- [What needs to be done]: Up to and including the line that contains "position:absolute; display:grid; place-items:center;", reproduce every line exactly, beginning with the first line below.

[Provided material]

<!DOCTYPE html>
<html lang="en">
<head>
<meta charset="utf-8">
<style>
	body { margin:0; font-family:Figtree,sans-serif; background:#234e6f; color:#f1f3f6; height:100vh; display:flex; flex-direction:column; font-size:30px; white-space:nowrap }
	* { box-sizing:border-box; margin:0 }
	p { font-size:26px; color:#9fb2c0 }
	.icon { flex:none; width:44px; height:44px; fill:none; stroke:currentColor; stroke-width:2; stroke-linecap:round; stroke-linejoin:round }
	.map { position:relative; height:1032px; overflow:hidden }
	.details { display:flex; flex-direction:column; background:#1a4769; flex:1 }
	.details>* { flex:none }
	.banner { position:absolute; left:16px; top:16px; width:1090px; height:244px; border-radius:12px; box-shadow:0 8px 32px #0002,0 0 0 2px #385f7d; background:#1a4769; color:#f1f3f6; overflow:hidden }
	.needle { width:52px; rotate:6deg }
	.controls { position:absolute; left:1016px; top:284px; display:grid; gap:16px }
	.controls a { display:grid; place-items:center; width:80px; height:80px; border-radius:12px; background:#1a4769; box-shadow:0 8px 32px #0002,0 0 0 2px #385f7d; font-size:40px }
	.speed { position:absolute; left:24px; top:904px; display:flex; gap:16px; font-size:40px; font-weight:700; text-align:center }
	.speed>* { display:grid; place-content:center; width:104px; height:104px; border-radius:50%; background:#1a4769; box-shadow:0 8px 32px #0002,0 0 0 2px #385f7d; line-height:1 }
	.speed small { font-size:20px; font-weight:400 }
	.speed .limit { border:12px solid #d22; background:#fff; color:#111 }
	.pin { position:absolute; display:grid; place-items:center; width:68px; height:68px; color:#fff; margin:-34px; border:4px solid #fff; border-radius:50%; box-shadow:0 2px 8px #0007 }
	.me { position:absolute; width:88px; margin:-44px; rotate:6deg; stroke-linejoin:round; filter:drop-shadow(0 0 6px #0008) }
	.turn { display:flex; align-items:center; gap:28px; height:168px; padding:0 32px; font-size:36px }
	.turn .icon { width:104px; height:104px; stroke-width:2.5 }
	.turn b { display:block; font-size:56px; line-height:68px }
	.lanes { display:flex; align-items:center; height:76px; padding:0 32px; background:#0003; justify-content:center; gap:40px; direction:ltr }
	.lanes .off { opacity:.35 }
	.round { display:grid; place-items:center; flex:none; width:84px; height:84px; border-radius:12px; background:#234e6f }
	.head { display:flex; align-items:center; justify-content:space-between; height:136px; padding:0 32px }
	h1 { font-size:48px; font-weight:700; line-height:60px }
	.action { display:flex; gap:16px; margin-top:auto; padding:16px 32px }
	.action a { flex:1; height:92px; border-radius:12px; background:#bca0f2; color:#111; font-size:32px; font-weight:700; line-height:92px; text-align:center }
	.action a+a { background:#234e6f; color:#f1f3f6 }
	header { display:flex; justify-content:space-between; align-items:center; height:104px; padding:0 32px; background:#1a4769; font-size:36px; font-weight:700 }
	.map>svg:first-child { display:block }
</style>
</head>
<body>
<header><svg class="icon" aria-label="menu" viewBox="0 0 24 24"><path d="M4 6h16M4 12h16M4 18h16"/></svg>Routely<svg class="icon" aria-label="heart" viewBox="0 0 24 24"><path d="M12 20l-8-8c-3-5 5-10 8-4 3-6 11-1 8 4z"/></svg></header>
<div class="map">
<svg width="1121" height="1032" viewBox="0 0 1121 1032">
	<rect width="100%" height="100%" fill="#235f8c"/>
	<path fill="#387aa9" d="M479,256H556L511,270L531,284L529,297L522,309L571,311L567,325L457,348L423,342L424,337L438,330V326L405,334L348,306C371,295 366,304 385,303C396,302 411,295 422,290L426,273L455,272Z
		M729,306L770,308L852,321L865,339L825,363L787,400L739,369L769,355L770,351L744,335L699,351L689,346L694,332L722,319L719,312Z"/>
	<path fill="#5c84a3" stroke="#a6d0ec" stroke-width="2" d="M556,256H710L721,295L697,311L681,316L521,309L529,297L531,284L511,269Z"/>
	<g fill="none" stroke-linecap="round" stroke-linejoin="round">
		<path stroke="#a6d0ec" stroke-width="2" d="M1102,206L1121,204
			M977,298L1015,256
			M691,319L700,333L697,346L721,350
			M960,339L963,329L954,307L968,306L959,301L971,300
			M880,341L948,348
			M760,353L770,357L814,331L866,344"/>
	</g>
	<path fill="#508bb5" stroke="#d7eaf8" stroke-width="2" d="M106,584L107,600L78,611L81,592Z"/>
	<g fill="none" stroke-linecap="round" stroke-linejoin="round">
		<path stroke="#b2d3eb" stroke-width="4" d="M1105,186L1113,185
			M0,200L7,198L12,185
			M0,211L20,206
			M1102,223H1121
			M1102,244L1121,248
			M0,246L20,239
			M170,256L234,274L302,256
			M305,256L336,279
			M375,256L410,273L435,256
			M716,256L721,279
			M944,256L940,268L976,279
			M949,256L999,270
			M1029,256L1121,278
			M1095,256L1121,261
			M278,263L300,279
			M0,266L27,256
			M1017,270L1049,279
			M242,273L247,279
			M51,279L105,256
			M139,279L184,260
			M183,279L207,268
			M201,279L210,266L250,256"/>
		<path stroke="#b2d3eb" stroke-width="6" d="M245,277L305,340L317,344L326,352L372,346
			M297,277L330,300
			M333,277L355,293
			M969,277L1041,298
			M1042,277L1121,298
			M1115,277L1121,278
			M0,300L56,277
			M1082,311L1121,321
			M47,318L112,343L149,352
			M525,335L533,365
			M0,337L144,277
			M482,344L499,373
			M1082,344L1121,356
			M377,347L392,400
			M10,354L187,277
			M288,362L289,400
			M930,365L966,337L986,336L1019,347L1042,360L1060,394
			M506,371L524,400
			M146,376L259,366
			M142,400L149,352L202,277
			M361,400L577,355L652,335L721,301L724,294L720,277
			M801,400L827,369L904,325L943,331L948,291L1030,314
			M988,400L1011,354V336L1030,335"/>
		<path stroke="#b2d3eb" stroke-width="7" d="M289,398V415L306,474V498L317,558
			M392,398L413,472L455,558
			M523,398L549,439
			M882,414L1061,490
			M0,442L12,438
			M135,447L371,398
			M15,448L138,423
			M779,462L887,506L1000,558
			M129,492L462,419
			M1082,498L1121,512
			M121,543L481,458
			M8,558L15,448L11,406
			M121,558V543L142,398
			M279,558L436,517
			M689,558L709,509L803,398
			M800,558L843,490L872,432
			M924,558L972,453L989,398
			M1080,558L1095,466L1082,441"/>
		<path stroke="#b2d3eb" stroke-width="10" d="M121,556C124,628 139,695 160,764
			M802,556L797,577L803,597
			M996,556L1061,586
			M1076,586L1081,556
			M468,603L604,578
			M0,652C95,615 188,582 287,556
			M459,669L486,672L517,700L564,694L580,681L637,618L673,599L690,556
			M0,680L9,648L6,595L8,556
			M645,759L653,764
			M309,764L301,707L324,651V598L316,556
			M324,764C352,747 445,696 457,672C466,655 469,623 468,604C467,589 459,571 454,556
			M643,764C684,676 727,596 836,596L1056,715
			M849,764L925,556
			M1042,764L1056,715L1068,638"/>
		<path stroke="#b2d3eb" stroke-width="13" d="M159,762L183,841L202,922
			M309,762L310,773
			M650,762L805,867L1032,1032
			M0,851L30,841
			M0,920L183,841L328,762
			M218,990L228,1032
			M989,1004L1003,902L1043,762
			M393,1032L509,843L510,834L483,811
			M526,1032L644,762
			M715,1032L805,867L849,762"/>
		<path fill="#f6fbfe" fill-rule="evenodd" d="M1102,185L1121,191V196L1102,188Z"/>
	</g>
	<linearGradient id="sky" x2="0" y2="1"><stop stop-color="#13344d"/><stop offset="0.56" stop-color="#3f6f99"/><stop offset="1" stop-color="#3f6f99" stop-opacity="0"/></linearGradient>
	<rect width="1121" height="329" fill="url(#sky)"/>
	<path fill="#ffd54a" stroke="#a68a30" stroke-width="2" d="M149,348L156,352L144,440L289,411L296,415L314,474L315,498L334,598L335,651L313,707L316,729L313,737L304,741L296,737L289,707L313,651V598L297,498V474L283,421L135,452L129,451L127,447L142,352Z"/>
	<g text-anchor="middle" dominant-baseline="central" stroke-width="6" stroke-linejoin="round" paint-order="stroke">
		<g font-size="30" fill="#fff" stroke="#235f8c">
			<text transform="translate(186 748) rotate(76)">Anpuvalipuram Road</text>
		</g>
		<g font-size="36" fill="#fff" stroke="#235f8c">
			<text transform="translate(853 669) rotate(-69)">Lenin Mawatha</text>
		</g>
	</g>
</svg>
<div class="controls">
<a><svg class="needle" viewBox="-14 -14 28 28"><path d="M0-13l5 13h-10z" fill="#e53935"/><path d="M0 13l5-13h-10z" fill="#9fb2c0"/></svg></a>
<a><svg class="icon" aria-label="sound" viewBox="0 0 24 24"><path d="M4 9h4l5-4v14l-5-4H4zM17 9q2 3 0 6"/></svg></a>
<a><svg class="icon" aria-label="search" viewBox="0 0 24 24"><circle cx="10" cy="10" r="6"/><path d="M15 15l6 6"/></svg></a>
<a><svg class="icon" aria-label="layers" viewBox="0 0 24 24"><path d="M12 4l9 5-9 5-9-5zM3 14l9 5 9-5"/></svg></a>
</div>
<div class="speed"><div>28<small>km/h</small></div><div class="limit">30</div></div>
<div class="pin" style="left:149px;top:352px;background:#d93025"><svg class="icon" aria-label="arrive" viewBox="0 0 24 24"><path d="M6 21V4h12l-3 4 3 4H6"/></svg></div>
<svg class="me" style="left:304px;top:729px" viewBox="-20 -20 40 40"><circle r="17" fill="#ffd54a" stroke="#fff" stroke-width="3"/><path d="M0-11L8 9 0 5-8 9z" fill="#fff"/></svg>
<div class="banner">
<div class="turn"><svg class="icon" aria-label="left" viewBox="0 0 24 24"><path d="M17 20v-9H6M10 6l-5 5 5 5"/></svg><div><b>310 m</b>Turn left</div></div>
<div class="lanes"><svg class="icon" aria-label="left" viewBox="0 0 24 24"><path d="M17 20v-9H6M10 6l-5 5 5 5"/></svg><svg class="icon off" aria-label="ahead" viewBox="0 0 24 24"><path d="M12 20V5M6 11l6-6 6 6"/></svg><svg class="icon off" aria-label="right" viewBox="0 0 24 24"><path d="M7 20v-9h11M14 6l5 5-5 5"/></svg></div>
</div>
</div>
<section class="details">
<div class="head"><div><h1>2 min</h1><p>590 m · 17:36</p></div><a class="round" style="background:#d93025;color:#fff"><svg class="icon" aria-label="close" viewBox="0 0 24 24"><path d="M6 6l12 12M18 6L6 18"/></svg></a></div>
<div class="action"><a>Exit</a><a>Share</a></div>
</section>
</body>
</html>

[/Provided material]

- [Task solution]:
<!DOCTYPE html>
<html lang="en">
<head>
<meta charset="utf-8">
<style>
	body { margin:0; font-family:Figtree,sans-serif; background:#234e6f; color:#f1f3f6; height:100vh; display:flex; flex-direction:column; font-size:30px; white-space:nowrap }
	* { box-sizing:border-box; margin:0 }
	p { font-size:26px; color:#9fb2c0 }
	.icon { flex:none; width:44px; height:44px; fill:none; stroke:currentColor; stroke-width:2; stroke-linecap:round; stroke-linejoin:round }
	.map { position:relative; height:1032px; overflow:hidden }
	.details { display:flex; flex-direction:column; background:#1a4769; flex:1 }
	.details>* { flex:none }
	.banner { position:absolute; left:16px; top:16px; width:1090px; height:244px; border-radius:12px; box-shadow:0 8px 32px #0002,0 0 0 2px #385f7d; background:#1a4769; color:#f1f3f6; overflow:hidden }
	.needle { width:52px; rotate:6deg }
	.controls { position:absolute; left:1016px; top:284px; display:grid; gap:16px }
	.controls a { display:grid; place-items:center; width:80px; height:80px; border-radius:12px; background:#1a4769; box-shadow:0 8px 32px #0002,0 0 0 2px #385f7d; font-size:40px }
	.speed { position:absolute; left:24px; top:904px; display:flex; gap:16px; font-size:40px; font-weight:700; text-align:center }
	.speed>* { display:grid; place-content:center; width:104px; height:104px; border-radius:50%; background:#1a4769; box-shadow:0 8px 32px #0002,0 0 0 2px #385f7d; line-height:1 }
	.speed small { font-size:20px; font-weight:400 }
	.speed .limit { border:12px solid #d22; background:#fff; color:#111 }
	.pin { position:absolute; display:grid; place-items:center; width:68px; height:68px; color:#fff; margin:-34px; border:4px solid #fff; border-radius:50%; box-shadow:0 2px 8px #0007 }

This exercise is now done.